- Problem details -
Your output should contain every record, unchanged.

- Source material -
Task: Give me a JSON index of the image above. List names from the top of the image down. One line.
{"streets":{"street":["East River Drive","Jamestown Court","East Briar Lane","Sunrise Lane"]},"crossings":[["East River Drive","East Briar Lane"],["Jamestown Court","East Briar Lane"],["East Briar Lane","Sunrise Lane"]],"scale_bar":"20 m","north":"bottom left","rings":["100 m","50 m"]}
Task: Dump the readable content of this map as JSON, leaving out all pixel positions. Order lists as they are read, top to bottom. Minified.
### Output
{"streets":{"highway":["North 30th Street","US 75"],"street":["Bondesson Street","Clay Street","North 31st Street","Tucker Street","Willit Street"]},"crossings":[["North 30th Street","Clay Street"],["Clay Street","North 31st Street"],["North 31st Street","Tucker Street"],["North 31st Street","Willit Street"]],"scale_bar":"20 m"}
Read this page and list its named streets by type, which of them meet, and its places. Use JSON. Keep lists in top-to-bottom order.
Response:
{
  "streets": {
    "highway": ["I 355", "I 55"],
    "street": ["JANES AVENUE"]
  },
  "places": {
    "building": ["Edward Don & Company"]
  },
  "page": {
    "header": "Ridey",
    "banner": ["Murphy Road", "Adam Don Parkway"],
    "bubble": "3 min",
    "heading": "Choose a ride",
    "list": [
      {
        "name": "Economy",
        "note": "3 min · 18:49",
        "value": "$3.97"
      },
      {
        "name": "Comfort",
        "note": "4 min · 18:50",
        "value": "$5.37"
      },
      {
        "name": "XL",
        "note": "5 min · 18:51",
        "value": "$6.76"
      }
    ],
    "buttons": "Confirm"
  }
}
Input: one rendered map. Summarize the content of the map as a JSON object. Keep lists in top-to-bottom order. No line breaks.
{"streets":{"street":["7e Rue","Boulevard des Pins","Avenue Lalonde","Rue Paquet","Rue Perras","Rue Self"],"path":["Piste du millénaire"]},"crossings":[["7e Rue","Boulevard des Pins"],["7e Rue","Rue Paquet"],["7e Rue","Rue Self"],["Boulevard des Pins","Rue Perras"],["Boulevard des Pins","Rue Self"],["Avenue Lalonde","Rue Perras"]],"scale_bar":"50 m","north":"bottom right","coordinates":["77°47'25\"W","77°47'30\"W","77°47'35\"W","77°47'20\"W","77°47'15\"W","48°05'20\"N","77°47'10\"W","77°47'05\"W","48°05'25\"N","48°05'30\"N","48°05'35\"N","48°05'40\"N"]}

- Response to this task -
Task: Give me a JSON index of the image above. List names from the top of the image down. One line.
{"streets":{"street":["East River Drive","Jamestown Court","East Briar Lane","Sunrise Lane"]},"crossings":[["East River Drive","East Briar Lane"],["Jamestown Court","East Briar Lane"],["East Briar Lane","Sunrise Lane"]],"scale_bar":"20 m","north":"bottom left","rings":["100 m","50 m"]}
Task: Dump the readable content of this map as JSON, leaving out all pixel positions. Order lists as they are read, top to bottom. Minified.
### Output
{"streets":{"highway":["North 30th Street","US 75"],"street":["Bondesson Street","Clay Street","North 31st Street","Tucker Street","Willit Street"]},"crossings":[["North 30th Street","Clay Street"],["Clay Street","North 31st Street"],["North 31st Street","Tucker Street"],["North 31st Street","Willit Street"]],"scale_bar":"20 m"}
Read this page and list its named streets by type, which of them meet, and its places. Use JSON. Keep lists in top-to-bottom order.
Response:
{
  "streets": {
    "highway": ["I 355", "I 55"],
    "street": ["JANES AVENUE"]
  },
  "places": {
    "building": ["Edward Don & Company"]
  },
  "page": {
    "header": "Ridey",
    "banner": ["Murphy Road", "Adam Don Parkway"],
    "bubble": "3 min",
    "heading": "Choose a ride",
    "list": [
      {
        "name": "Economy",
        "note": "3 min · 18:49",
        "value": "$3.97"
      },
      {
        "name": "Comfort",
        "note": "4 min · 18:50",
        "value": "$5.37"
      },
      {
        "name": "XL",
        "note": "5 min · 18:51",
        "value": "$6.76"
      }
    ],
    "buttons": "Confirm"
  }
}
Input: one rendered map. Summarize the content of the map as a JSON object. Keep lists in top-to-bottom order. No line breaks.
{"streets":{"street":["7e Rue","Boulevard des Pins","Avenue Lalonde","Rue Paquet","Rue Perras","Rue Self"],"path":["Piste du millénaire"]},"crossings":[["7e Rue","Boulevard des Pins"],["7e Rue","Rue Paquet"],["7e Rue","Rue Self"],["Boulevard des Pins","Rue Perras"],["Boulevard des Pins","Rue Self"],["Avenue Lalonde","Rue Perras"]],"scale_bar":"50 m","north":"bottom right","coordinates":["77°47'25\"W","77°47'30\"W","77°47'35\"W","77°47'20\"W","77°47'15\"W","48°05'20\"N","77°47'10\"W","77°47'05\"W","48°05'25\"N","48°05'30\"N","48°05'35\"N","48°05'40\"N"]}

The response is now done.